Prende ufficialmente il via il 1° maggio la stagione balneare 2026 nelle Marche, che proseguirà fino al 20 settembre, confermando la regione tra le realtà di riferimento a livello nazionale per qualità delle acque e sicurezza balneare.
I dati più recenti parlano chiaro: oltre il 96% delle acque di balneazione marchigiane è classificato “eccellente”, mentre circa il 6% rientra nella categoria “buona”, su un totale di oltre 169 chilometri di costa monitorata .
Un risultato che certifica la qualità diffusa lungo tutto il litorale, dalla provincia di Pesaro-Urbino fino a quella di Ascoli Piceno, e che premia il lavoro costante di controllo e tutela ambientale svolto da ARPAM e dalle istituzioni del territorio.
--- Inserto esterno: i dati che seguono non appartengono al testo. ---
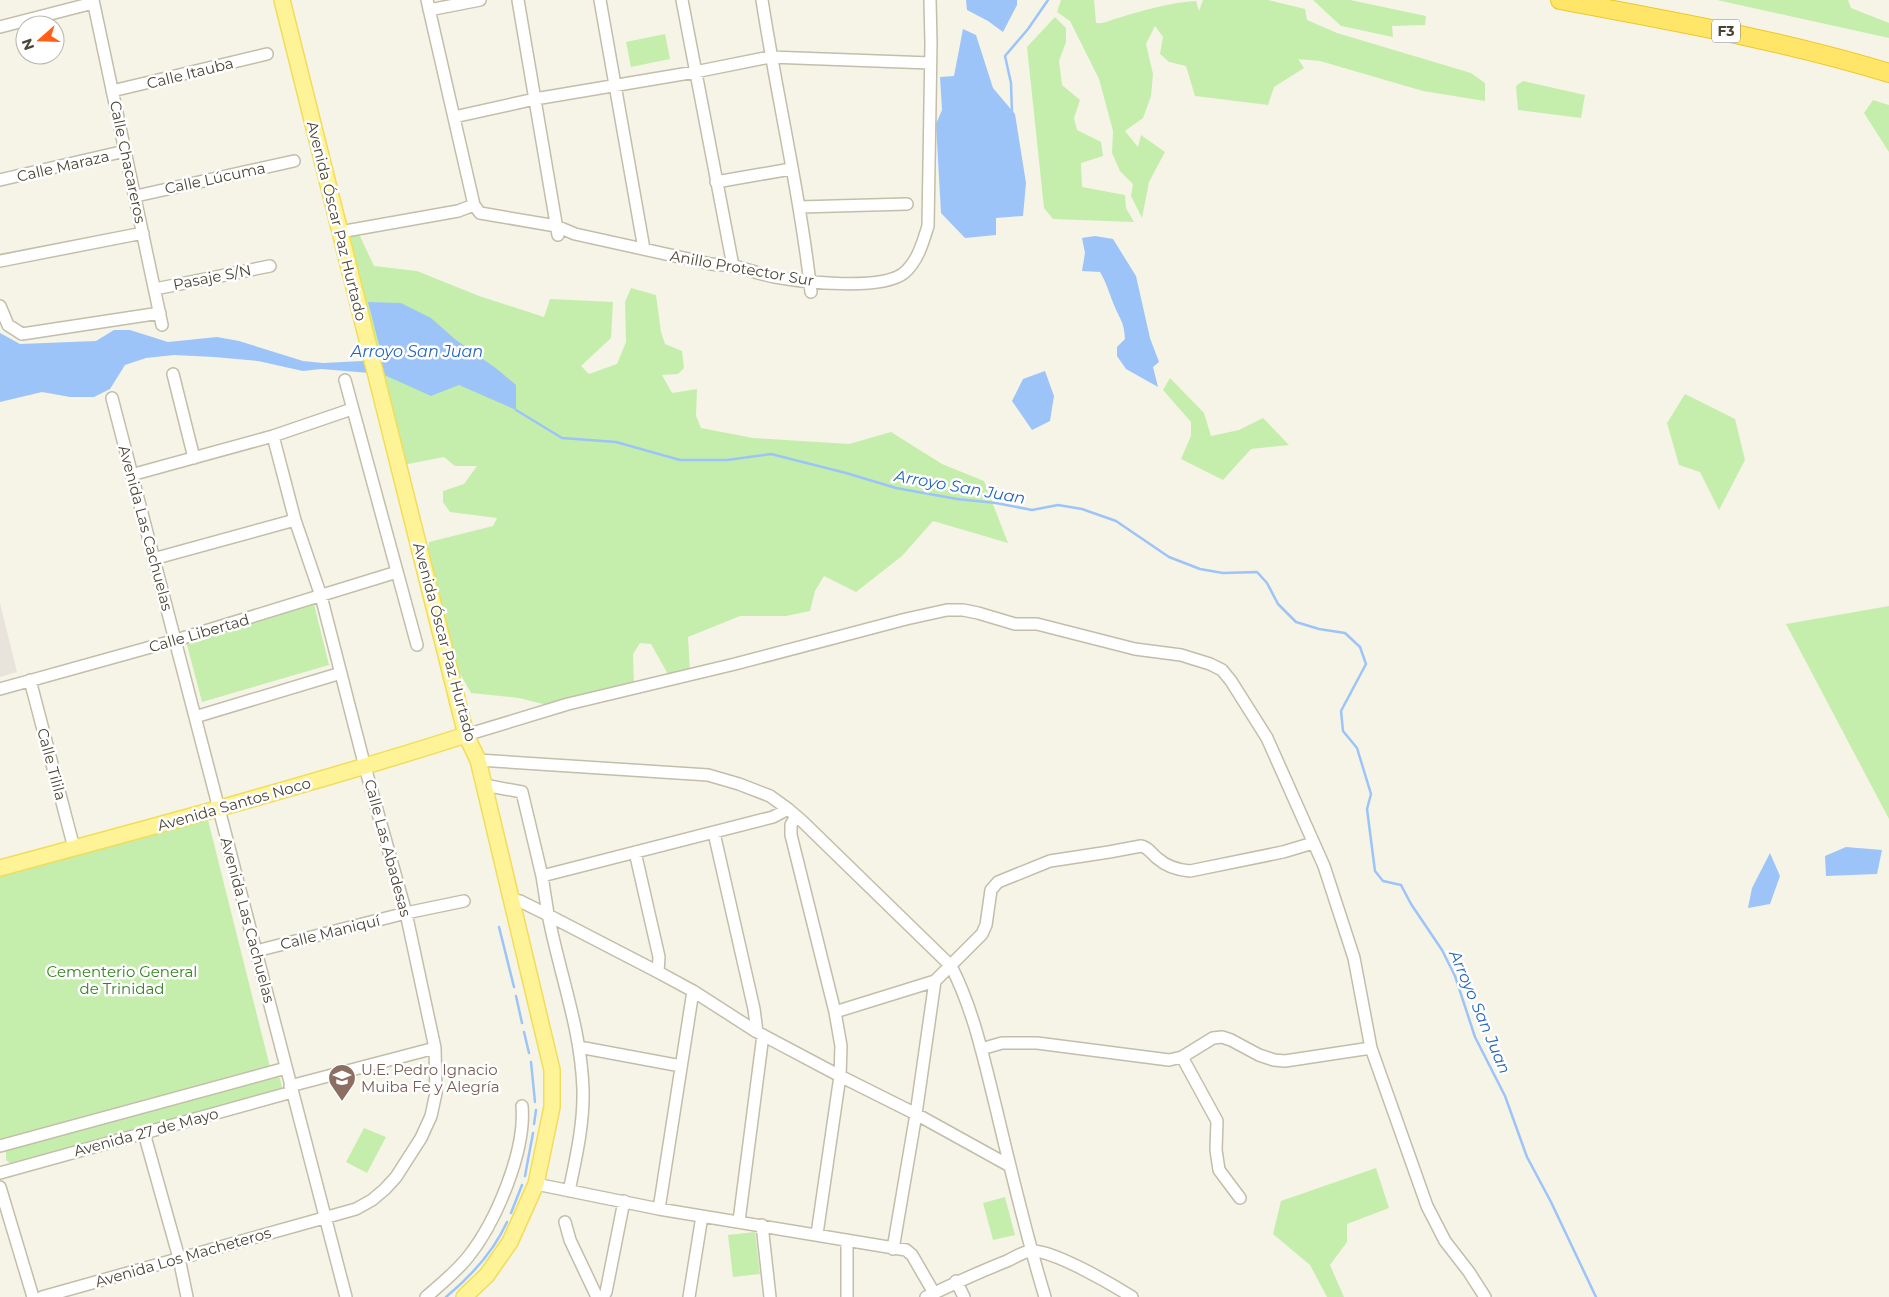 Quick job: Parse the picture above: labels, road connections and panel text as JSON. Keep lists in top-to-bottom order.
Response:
{
  "streets": {
    "highway": ["F3"],
    "main road": ["Avenida Óscar Paz Hurtado", "Avenida Santos Noco"],
    "street": [
      "Calle Itauba",
      "Calle Chacareros",
      "Calle Maraza",
      "Calle Lúcuma",
      "Anillo Protector Sur",
      "Pasaje S/N",
      "Avenida Las Cachuelas",
      "Calle Libertad",
      "Calle Tilila",
      "Calle Las Abadesas",
      "Calle Maniquí",
      "Avenida 27 de Mayo",
      "Avenida Los Macheteros"
    ]
  },
  "crossings": [
    ["Calle Itauba", "Calle Chacareros"],
    ["Calle Chacareros", "Calle Maraza"],
    ["Calle Chacareros", "Calle Lúcuma"],
    ["Calle Chacareros", "Pasaje S/N"],
    ["Avenida Óscar Paz Hurtado", "Avenida Santos Noco"],
    ["Avenida Las Cachuelas", "Calle Libertad"],
    ["Avenida Las Cachuelas", "Avenida Santos Noco"],
    ["Avenida Las Cachuelas", "Calle Las Abadesas"],
    ["Avenida Las Cachuelas", "Calle Maniquí"],
    ["Avenida Las Cachuelas", "Avenida 27 de Mayo"],
    ["Avenida Las Cachuelas", "Avenida Los Macheteros"],
    ["Calle Libertad", "Calle Tilila"],
    ["Calle Libertad", "Calle Las Abadesas"],
    ["Calle Tilila", "Avenida Santos Noco"],
    ["Avenida Santos Noco", "Calle Las Abadesas"],
    ["Calle Las Abadesas", "Calle Maniquí"],
    ["Calle Las Abadesas", "Avenida 27 de Mayo"],
    ["Calle Las Abadesas", "Avenida Los Macheteros"]
  ],
  "water": ["Arroyo San Juan"],
  "parks": ["Cementerio General de Trinidad"],
  "places": {
    "school or university": ["U.E. Pedro Ignacio Muiba Fe y Alegría"]
  },
  "north": "left"
}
Qualità alta, criticità limitate
Le poche situazioni di criticità risultano estremamente contenute: appena lo 0,55% del litorale presenta livelli “sufficienti” o “scarsi”, per un totale di poco più di 900 metri, concentrati soprattutto nelle zone vicine alle foci dei fiumi, dove le condizioni naturali possono incidere temporaneamente sulla qualità dell’acqua .
In questi casi entrano in funzione sistemi di prevenzione come divieti temporanei e controlli straordinari, che garantiscono la tutela della salute dei bagnanti.
Monitoraggio costante e controlli rigorosi
Alla base dei risultati c’è un sistema di monitoraggio strutturato e continuo. Nel corso dell’ultimo ciclo di analisi sono stati esaminati circa 1.750 campioni di acqua tra mare, laghi e fiumi .
I controlli includono:
- analisi microbiologiche su parametri come Escherichia coli ed enterococchi intestinali
- campionamenti mensili programmati
- verifiche straordinarie in caso di anomalie
I cittadini possono inoltre consultare i dati in tempo reale attraverso il portale dedicato e gli strumenti digitali messi a disposizione da ARPAM.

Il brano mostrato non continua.